Around the model, on the walls, were a series of framed notices. Each one drew your attention to a particular feature of the model. And each one described the comments that various interested parties – let’s call them clients – had made on the model. Each comment or objection had led to a change in the finished design. As I walked round and read all the comments, and understood the changes they were insisting on, I grew sadder and angrier. Here in front of me was a model of the most extraordinary, beautiful and daring building. And they’d changed it, in almost every detail.
I went back upstairs, despairing of the folly of those who tinker with creative genius. I stepped out beneath the dome and looked up. And I defy anyone who does that to be disappointed.
The cathedral is not the model. The cathedral is – changes and all – a work of pure creative brilliance. They did not ruin it. You look at it and you know the finished cathedral is something the model is not, and could never have been. It is the result of creativity challenged, questioned, channelled, tempered, and triumphant.

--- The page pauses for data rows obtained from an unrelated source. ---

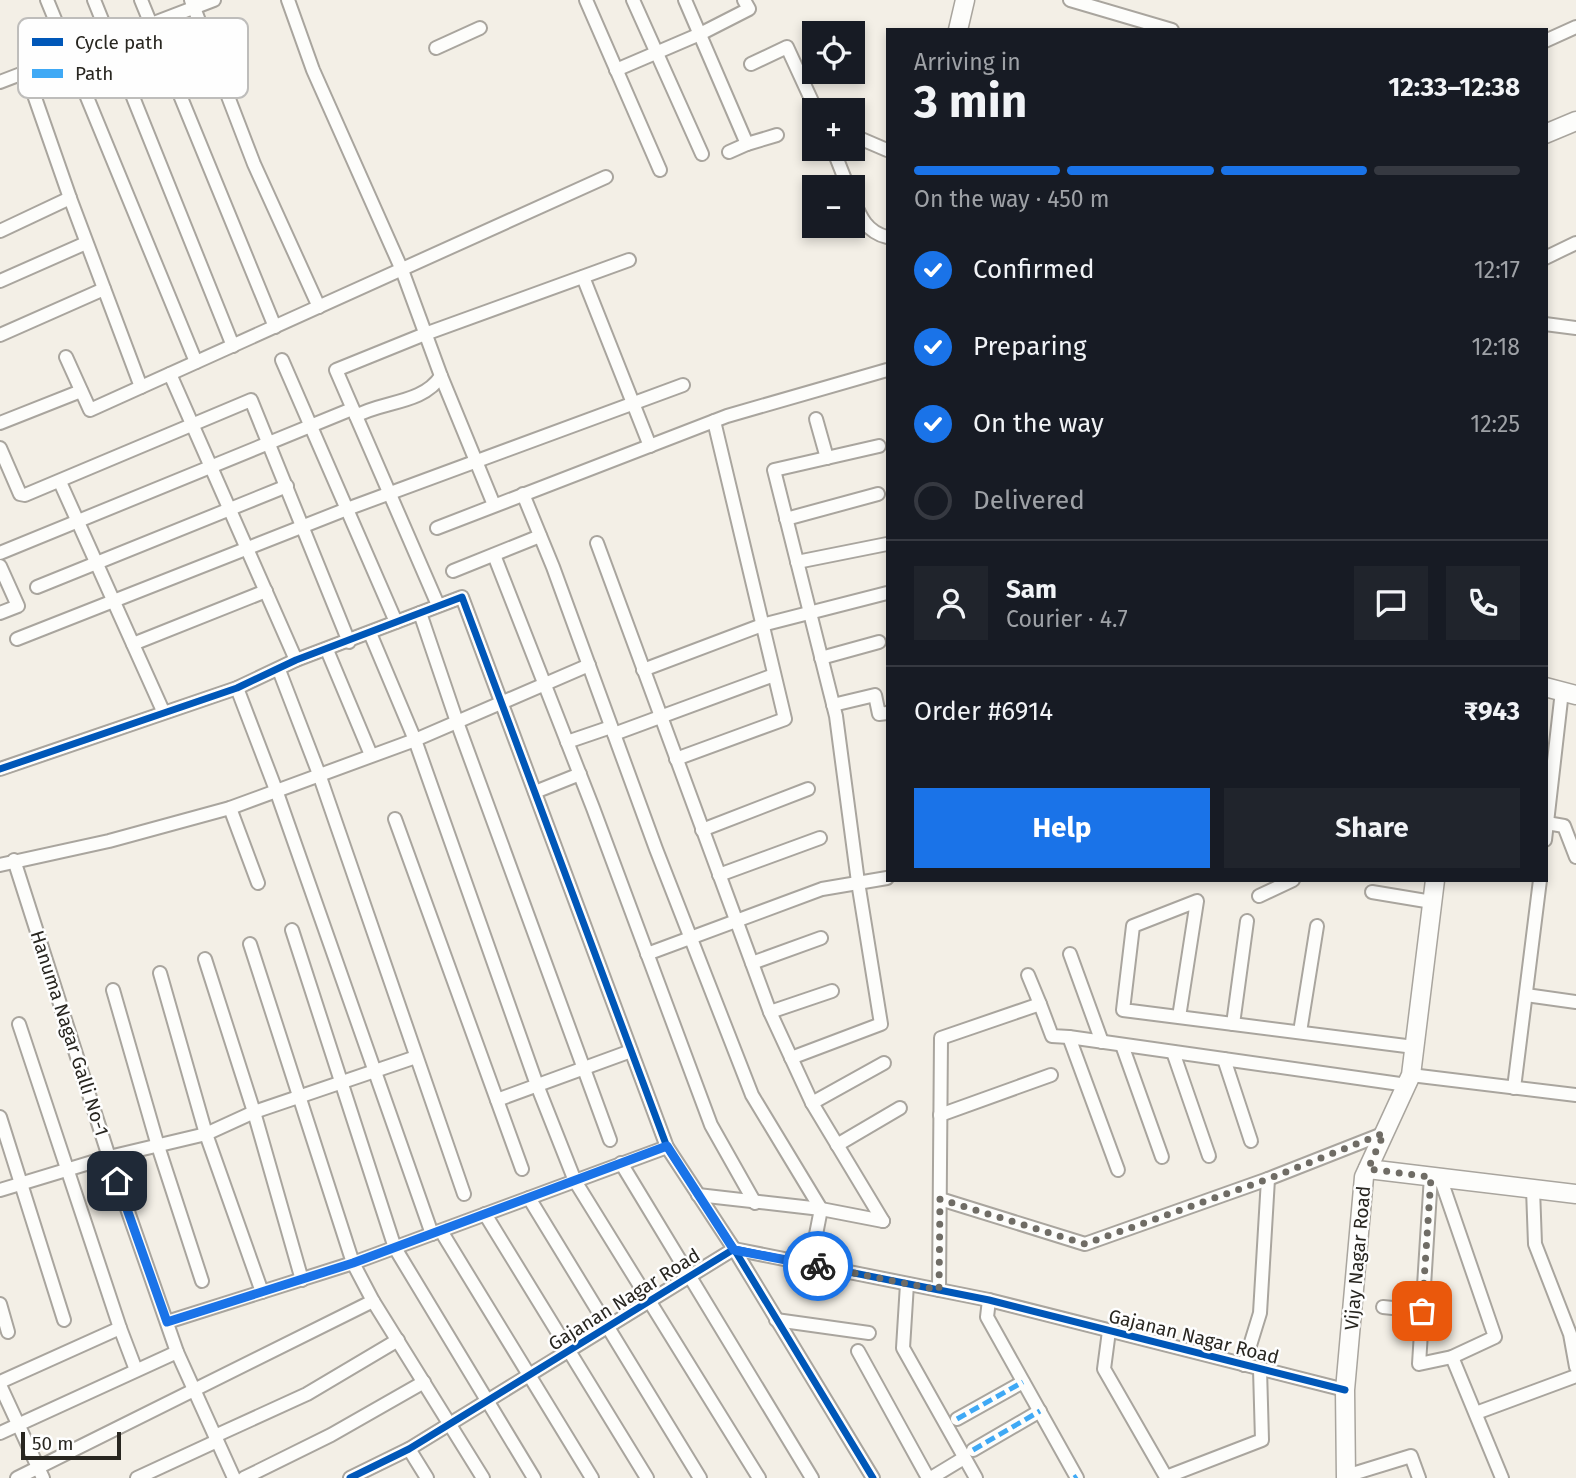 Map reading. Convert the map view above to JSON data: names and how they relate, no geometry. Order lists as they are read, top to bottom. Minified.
{"streets":{"street":["Hanuma Nagar Galli No-1","Vijay Nagar Road","Gajanan Nagar Road"]},"crossings":[["Vijay Nagar Road","Gajanan Nagar Road"]],"legend":["Cycle path","Path"],"scale_bar":"50 m","page":{"map_buttons":["+","−"],"heading":["3 min","Arriving in","12:33–12:38"],"panel":["Sam","Courier · 4.7","Order #6914","₹943"],"bar":"On the way · 450 m","list":[["Confirmed","12:17"],["Preparing","12:18"],["On the way","12:25"],"Delivered"],"buttons":["Help","Share"],"scale":"50 m"}} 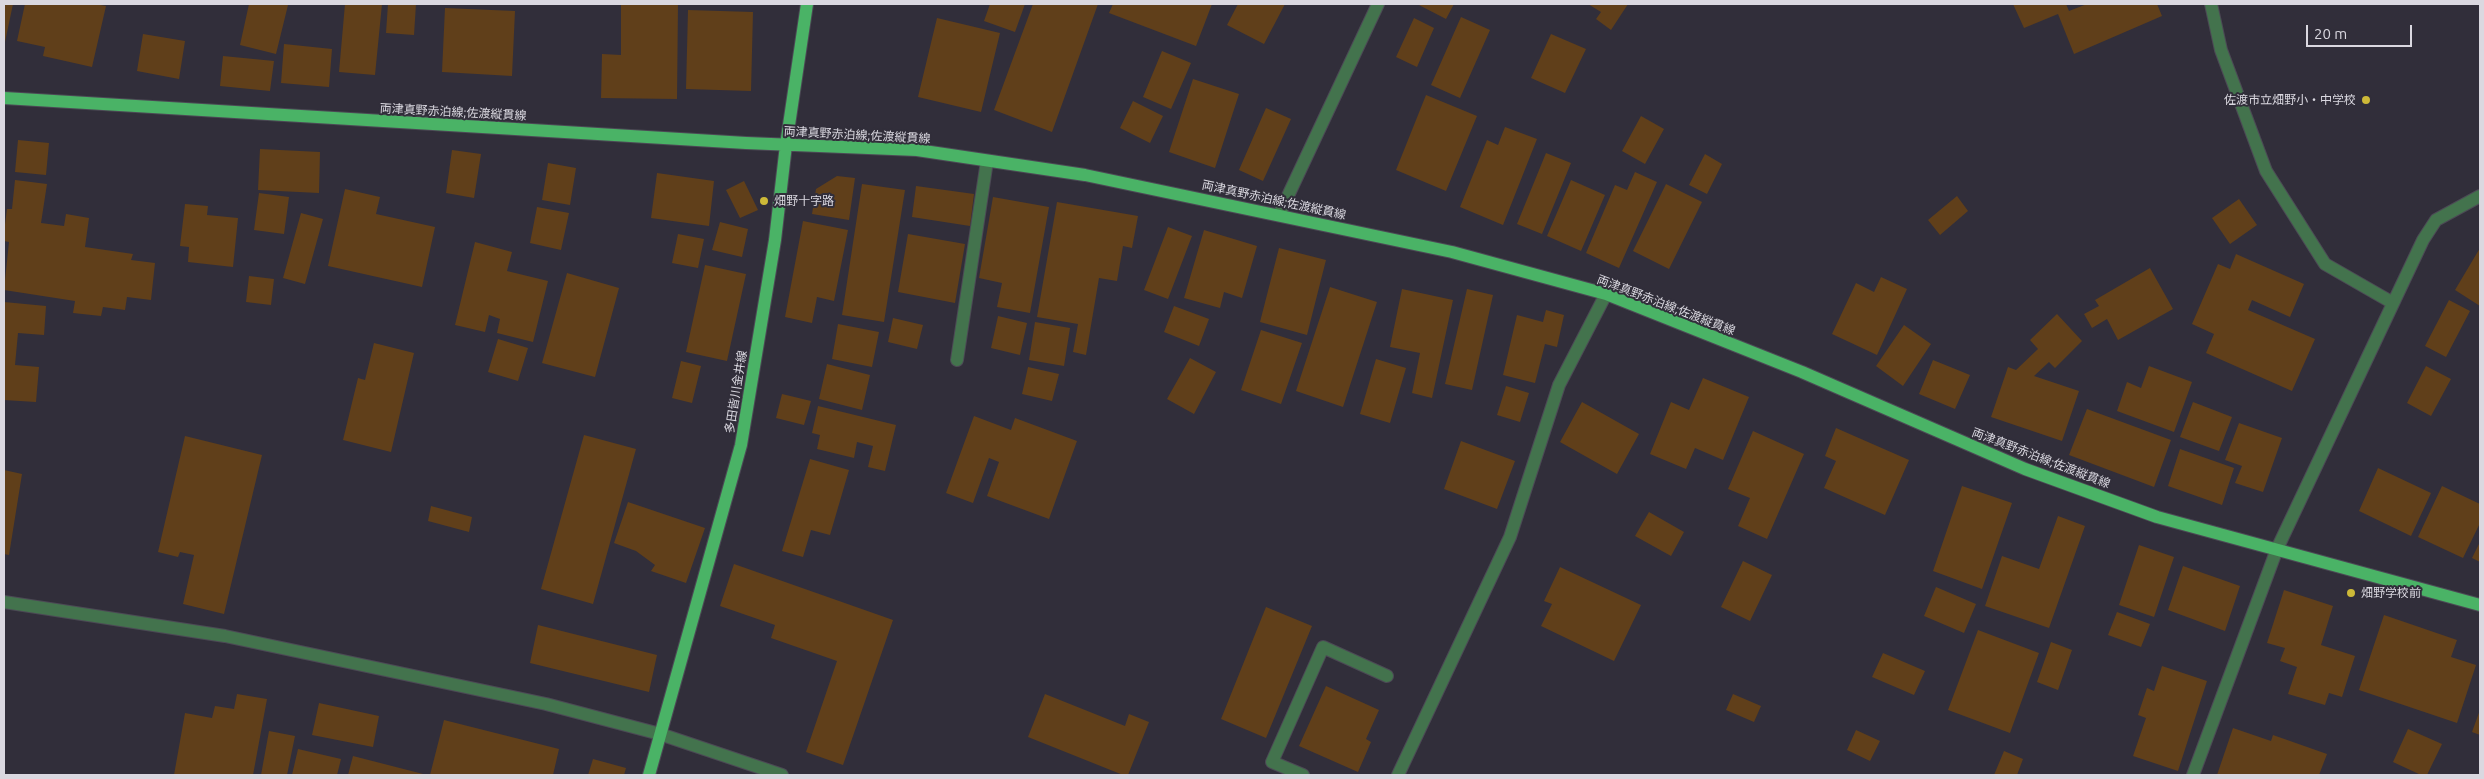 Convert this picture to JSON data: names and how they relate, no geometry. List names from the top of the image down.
{
  "streets": {
    "main road": ["両津真野赤泊線;佐渡縦貫線", "多田皆川金井線"]
  },
  "crossings": [
    ["両津真野赤泊線;佐渡縦貫線", "多田皆川金井線"]
  ],
  "places": ["佐渡市立畑野小・中学校", "畑野十字路", "畑野学校前"],
  "scale_bar": "20 m"
}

The client is not wrong to comment. They may not express their comments fluently or in a way you want to hear. Your job is to respond by making your idea better.
Wren did. Which is why, inscribed on the floor beneath the dome, it says, ‘Here lies Sir Christopher Wren – si monumentum requiris, circumspice’. If you seek his monument, look around you.
Note – The Great Model has since been moved upstairs, and you must make an appointment to see it.